Data under study →

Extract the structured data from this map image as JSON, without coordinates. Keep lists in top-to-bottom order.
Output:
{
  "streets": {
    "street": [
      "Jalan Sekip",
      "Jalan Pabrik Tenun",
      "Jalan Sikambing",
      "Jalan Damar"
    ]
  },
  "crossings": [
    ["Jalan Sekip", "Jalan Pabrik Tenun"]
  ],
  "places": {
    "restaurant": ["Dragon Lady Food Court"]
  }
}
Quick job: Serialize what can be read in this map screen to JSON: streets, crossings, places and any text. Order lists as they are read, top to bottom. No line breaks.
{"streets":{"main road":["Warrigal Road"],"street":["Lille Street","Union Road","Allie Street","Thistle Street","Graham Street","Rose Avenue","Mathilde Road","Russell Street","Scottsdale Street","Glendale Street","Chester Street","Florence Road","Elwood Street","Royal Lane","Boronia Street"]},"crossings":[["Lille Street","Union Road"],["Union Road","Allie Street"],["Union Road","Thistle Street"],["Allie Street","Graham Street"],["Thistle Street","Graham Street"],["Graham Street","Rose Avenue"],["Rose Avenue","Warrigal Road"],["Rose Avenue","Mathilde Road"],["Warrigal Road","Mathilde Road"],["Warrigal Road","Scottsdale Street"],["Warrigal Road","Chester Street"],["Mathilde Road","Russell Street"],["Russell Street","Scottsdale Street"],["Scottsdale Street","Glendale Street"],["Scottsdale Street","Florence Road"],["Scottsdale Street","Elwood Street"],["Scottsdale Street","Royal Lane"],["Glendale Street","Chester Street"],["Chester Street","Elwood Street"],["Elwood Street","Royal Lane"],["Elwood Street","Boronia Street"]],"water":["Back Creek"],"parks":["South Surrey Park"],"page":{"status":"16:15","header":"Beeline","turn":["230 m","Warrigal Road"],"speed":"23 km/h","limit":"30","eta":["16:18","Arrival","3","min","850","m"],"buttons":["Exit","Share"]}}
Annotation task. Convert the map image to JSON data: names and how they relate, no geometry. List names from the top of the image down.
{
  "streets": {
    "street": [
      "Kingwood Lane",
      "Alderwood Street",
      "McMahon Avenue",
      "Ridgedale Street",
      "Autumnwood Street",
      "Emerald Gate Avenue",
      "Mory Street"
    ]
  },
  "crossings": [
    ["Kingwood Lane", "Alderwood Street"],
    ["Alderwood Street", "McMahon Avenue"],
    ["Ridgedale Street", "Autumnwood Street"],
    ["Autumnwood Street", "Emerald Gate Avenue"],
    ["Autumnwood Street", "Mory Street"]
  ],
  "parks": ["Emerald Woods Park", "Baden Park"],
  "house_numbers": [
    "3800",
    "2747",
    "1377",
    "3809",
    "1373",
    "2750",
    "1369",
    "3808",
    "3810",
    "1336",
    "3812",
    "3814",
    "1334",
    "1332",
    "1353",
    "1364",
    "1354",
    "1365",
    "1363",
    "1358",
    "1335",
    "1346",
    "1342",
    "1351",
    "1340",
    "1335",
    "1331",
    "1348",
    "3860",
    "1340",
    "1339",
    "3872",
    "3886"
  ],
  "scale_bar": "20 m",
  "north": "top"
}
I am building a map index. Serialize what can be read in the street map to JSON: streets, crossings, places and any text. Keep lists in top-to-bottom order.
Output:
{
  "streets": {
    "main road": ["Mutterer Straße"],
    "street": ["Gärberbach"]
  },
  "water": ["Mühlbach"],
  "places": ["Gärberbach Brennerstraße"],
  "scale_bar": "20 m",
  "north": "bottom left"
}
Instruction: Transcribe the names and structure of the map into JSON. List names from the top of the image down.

Your objective → Retype each line above, keeping every character.

Answer space →
Extract the structured data from this map image as JSON, without coordinates. Keep lists in top-to-bottom order.
Output:
{
  "streets": {
    "street": [
      "Jalan Sekip",
      "Jalan Pabrik Tenun",
      "Jalan Sikambing",
      "Jalan Damar"
    ]
  },
  "crossings": [
    ["Jalan Sekip", "Jalan Pabrik Tenun"]
  ],
  "places": {
    "restaurant": ["Dragon Lady Food Court"]
  }
}
Quick job: Serialize what can be read in this map screen to JSON: streets, crossings, places and any text. Order lists as they are read, top to bottom. No line breaks.
{"streets":{"main road":["Warrigal Road"],"street":["Lille Street","Union Road","Allie Street","Thistle Street","Graham Street","Rose Avenue","Mathilde Road","Russell Street","Scottsdale Street","Glendale Street","Chester Street","Florence Road","Elwood Street","Royal Lane","Boronia Street"]},"crossings":[["Lille Street","Union Road"],["Union Road","Allie Street"],["Union Road","Thistle Street"],["Allie Street","Graham Street"],["Thistle Street","Graham Street"],["Graham Street","Rose Avenue"],["Rose Avenue","Warrigal Road"],["Rose Avenue","Mathilde Road"],["Warrigal Road","Mathilde Road"],["Warrigal Road","Scottsdale Street"],["Warrigal Road","Chester Street"],["Mathilde Road","Russell Street"],["Russell Street","Scottsdale Street"],["Scottsdale Street","Glendale Street"],["Scottsdale Street","Florence Road"],["Scottsdale Street","Elwood Street"],["Scottsdale Street","Royal Lane"],["Glendale Street","Chester Street"],["Chester Street","Elwood Street"],["Elwood Street","Royal Lane"],["Elwood Street","Boronia Street"]],"water":["Back Creek"],"parks":["South Surrey Park"],"page":{"status":"16:15","header":"Beeline","turn":["230 m","Warrigal Road"],"speed":"23 km/h","limit":"30","eta":["16:18","Arrival","3","min","850","m"],"buttons":["Exit","Share"]}}
Annotation task. Convert the map image to JSON data: names and how they relate, no geometry. List names from the top of the image down.
{
  "streets": {
    "street": [
      "Kingwood Lane",
      "Alderwood Street",
      "McMahon Avenue",
      "Ridgedale Street",
      "Autumnwood Street",
      "Emerald Gate Avenue",
      "Mory Street"
    ]
  },
  "crossings": [
    ["Kingwood Lane", "Alderwood Street"],
    ["Alderwood Street", "McMahon Avenue"],
    ["Ridgedale Street", "Autumnwood Street"],
    ["Autumnwood Street", "Emerald Gate Avenue"],
    ["Autumnwood Street", "Mory Street"]
  ],
  "parks": ["Emerald Woods Park", "Baden Park"],
  "house_numbers": [
    "3800",
    "2747",
    "1377",
    "3809",
    "1373",
    "2750",
    "1369",
    "3808",
    "3810",
    "1336",
    "3812",
    "3814",
    "1334",
    "1332",
    "1353",
    "1364",
    "1354",
    "1365",
    "1363",
    "1358",
    "1335",
    "1346",
    "1342",
    "1351",
    "1340",
    "1335",
    "1331",
    "1348",
    "3860",
    "1340",
    "1339",
    "3872",
    "3886"
  ],
  "scale_bar": "20 m",
  "north": "top"
}
I am building a map index. Serialize what can be read in the street map to JSON: streets, crossings, places and any text. Keep lists in top-to-bottom order.
Output:
{
  "streets": {
    "main road": ["Mutterer Straße"],
    "street": ["Gärberbach"]
  },
  "water": ["Mühlbach"],
  "places": ["Gärberbach Brennerstraße"],
  "scale_bar": "20 m",
  "north": "bottom left"
}
Instruction: Transcribe the names and structure of the map into JSON. List names from the top of the image down.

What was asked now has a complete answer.